--- Dataset excerpts ---

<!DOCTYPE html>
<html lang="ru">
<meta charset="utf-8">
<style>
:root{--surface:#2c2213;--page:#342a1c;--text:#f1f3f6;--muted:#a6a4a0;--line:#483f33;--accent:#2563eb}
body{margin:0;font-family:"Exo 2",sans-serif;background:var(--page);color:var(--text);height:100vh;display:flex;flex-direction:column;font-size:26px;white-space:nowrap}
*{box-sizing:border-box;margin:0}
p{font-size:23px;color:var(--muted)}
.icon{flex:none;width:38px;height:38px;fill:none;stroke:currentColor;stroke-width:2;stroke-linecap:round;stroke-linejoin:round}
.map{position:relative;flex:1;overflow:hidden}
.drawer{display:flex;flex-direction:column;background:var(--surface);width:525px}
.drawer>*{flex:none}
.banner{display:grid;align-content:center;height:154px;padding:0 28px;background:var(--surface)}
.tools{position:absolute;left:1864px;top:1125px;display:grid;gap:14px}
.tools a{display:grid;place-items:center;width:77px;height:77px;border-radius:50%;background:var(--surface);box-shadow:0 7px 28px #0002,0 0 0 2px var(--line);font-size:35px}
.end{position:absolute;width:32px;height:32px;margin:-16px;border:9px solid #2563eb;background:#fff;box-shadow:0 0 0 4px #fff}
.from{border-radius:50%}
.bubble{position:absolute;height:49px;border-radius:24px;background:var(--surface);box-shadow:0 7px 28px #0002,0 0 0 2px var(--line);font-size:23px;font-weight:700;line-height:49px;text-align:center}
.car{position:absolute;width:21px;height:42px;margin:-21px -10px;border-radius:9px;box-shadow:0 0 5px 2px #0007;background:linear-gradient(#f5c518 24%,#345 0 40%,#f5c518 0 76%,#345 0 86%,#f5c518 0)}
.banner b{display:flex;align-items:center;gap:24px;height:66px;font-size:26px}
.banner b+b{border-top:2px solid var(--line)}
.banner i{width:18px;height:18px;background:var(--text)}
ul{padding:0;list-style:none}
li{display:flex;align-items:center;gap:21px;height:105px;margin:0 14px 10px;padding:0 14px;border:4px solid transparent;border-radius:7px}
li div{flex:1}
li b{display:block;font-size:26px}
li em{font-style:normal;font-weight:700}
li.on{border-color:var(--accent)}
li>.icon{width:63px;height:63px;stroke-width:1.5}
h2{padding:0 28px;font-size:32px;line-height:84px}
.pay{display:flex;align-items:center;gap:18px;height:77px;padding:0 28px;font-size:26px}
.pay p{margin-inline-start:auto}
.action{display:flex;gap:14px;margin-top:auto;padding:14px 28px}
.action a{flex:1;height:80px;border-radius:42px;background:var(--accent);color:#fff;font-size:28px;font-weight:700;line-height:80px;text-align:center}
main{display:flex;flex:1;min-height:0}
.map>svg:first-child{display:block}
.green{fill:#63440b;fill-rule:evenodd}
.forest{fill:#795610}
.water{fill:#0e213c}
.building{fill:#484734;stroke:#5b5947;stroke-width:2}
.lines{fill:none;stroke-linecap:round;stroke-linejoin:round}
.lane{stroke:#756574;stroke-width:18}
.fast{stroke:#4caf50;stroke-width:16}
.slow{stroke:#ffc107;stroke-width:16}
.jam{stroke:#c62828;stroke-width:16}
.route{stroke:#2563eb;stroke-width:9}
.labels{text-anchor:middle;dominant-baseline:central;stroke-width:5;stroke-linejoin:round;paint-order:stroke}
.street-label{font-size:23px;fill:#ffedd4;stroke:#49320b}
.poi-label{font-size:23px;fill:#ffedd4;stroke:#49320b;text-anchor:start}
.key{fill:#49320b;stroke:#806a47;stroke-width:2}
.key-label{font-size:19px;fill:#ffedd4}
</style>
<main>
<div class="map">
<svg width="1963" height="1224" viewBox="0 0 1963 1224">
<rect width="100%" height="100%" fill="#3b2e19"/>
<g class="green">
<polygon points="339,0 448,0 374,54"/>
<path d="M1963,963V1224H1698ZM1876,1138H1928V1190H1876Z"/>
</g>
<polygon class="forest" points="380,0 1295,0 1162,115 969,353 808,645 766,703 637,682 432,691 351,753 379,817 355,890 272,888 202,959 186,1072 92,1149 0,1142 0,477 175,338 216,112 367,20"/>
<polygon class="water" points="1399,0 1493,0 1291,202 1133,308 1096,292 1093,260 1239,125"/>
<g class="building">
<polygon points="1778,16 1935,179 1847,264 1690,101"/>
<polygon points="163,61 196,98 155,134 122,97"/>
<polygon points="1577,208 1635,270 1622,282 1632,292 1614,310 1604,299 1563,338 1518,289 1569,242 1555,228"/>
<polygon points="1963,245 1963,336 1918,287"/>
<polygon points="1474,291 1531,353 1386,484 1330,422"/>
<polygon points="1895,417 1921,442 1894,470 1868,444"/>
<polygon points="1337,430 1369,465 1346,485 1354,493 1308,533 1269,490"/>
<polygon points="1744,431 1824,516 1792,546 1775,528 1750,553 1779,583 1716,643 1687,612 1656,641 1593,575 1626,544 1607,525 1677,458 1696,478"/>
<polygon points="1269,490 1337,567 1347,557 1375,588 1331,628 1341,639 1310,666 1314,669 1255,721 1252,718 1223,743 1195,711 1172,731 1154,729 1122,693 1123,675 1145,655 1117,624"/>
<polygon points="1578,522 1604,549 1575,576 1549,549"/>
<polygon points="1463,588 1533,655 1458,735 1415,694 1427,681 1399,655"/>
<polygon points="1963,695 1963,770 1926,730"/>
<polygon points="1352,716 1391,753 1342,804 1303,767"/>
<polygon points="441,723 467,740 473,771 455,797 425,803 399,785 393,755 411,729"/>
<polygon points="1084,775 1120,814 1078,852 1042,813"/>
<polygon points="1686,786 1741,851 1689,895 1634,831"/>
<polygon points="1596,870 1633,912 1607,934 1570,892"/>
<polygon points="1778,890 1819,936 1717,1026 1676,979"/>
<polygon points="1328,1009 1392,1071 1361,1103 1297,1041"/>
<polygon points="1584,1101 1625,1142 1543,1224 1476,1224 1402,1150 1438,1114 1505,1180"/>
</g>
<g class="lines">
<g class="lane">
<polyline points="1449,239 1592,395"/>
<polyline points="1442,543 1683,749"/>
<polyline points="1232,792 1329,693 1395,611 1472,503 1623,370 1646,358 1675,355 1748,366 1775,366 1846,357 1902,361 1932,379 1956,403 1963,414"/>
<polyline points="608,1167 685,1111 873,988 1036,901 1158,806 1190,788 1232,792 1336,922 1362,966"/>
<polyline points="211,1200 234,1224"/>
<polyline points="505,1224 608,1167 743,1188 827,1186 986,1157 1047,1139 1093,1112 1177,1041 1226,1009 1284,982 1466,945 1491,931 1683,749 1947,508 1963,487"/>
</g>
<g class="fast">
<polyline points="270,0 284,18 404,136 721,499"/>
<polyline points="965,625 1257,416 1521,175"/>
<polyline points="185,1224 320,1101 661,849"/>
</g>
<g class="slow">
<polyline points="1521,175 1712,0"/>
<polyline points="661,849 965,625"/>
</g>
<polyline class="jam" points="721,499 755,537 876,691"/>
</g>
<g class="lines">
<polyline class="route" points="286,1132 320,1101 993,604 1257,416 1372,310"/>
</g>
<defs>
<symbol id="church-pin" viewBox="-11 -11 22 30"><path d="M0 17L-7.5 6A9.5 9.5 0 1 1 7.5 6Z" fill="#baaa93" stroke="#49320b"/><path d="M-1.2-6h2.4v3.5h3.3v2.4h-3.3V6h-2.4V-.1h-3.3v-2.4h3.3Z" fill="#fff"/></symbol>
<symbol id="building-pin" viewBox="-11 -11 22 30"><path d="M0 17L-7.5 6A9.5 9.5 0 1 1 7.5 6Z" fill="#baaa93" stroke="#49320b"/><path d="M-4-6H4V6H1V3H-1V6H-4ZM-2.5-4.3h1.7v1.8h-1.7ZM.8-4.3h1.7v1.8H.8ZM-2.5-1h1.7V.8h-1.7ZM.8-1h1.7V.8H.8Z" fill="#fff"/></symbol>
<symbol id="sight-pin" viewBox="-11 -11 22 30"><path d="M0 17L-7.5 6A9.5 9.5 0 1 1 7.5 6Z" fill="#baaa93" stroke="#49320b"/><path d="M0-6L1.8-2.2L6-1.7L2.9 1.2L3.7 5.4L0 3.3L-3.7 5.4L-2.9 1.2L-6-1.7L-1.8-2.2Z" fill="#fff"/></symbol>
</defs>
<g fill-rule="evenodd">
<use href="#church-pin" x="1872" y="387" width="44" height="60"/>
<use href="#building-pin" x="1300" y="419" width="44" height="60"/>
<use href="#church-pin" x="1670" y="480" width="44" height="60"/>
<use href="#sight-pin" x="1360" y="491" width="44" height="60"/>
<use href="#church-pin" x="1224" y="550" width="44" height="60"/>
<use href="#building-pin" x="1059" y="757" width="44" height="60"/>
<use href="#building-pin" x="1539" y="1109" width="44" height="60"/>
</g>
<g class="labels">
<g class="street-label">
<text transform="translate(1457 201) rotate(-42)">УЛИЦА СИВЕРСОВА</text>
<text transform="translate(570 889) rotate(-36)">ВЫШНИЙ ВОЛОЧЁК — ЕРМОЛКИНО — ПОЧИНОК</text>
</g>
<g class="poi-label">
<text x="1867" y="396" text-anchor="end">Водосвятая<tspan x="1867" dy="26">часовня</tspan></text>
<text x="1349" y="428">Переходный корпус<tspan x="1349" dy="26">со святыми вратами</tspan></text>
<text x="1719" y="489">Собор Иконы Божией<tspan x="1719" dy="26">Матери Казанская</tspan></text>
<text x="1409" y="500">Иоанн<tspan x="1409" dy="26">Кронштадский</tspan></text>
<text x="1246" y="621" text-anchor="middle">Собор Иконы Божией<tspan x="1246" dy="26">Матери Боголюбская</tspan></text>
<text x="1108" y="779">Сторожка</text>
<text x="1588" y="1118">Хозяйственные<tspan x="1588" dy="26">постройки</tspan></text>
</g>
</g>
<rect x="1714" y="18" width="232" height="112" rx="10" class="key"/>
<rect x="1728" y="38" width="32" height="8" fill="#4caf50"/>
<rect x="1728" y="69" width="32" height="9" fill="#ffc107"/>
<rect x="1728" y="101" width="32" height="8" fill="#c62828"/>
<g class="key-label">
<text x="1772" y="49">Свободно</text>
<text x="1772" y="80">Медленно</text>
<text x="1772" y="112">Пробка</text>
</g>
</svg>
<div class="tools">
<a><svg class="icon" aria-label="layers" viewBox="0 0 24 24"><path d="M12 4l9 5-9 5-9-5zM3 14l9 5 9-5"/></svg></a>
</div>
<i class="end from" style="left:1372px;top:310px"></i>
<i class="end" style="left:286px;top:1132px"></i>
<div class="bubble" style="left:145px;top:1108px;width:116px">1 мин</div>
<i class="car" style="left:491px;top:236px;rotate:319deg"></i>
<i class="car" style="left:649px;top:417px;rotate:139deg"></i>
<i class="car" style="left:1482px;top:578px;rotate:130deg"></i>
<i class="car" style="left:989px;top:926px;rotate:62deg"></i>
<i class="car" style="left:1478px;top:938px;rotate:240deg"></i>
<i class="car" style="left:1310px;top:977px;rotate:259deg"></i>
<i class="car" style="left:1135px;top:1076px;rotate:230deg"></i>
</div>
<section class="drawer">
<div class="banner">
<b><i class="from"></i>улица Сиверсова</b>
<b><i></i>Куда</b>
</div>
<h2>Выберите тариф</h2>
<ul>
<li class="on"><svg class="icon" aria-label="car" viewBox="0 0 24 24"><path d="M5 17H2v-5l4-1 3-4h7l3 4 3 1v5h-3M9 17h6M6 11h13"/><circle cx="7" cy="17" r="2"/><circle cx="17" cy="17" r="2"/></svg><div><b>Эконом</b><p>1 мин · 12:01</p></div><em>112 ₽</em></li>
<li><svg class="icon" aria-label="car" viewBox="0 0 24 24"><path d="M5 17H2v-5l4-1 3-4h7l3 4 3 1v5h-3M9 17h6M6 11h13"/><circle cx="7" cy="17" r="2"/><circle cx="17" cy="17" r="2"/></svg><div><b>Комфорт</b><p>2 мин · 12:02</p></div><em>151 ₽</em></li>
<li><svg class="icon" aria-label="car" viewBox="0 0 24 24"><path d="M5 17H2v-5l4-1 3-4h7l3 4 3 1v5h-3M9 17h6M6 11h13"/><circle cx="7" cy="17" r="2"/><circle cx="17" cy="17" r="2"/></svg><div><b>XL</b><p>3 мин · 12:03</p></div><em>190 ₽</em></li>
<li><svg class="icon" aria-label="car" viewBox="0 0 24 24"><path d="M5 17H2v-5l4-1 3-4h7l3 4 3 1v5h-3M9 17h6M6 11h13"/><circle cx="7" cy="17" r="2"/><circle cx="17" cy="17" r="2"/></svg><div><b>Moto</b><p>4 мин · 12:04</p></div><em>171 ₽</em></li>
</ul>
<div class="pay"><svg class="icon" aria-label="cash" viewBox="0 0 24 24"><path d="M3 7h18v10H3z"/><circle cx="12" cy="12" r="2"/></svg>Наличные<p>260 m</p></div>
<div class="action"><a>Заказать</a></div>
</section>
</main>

---

Requirement
Whenever a line in the data holds "tools", copy that line.

Answer to the exercise
.tools{position:absolute;left:1864px;top:1125px;display:grid;gap:14px}
.tools a{display:grid;place-items:center;width:77px;height:77px;border-radius:50%;background:var(--surface);box-shadow:0 7px 28px #0002,0 0 0 2px var(--line);font-size:35px}
<div class="tools">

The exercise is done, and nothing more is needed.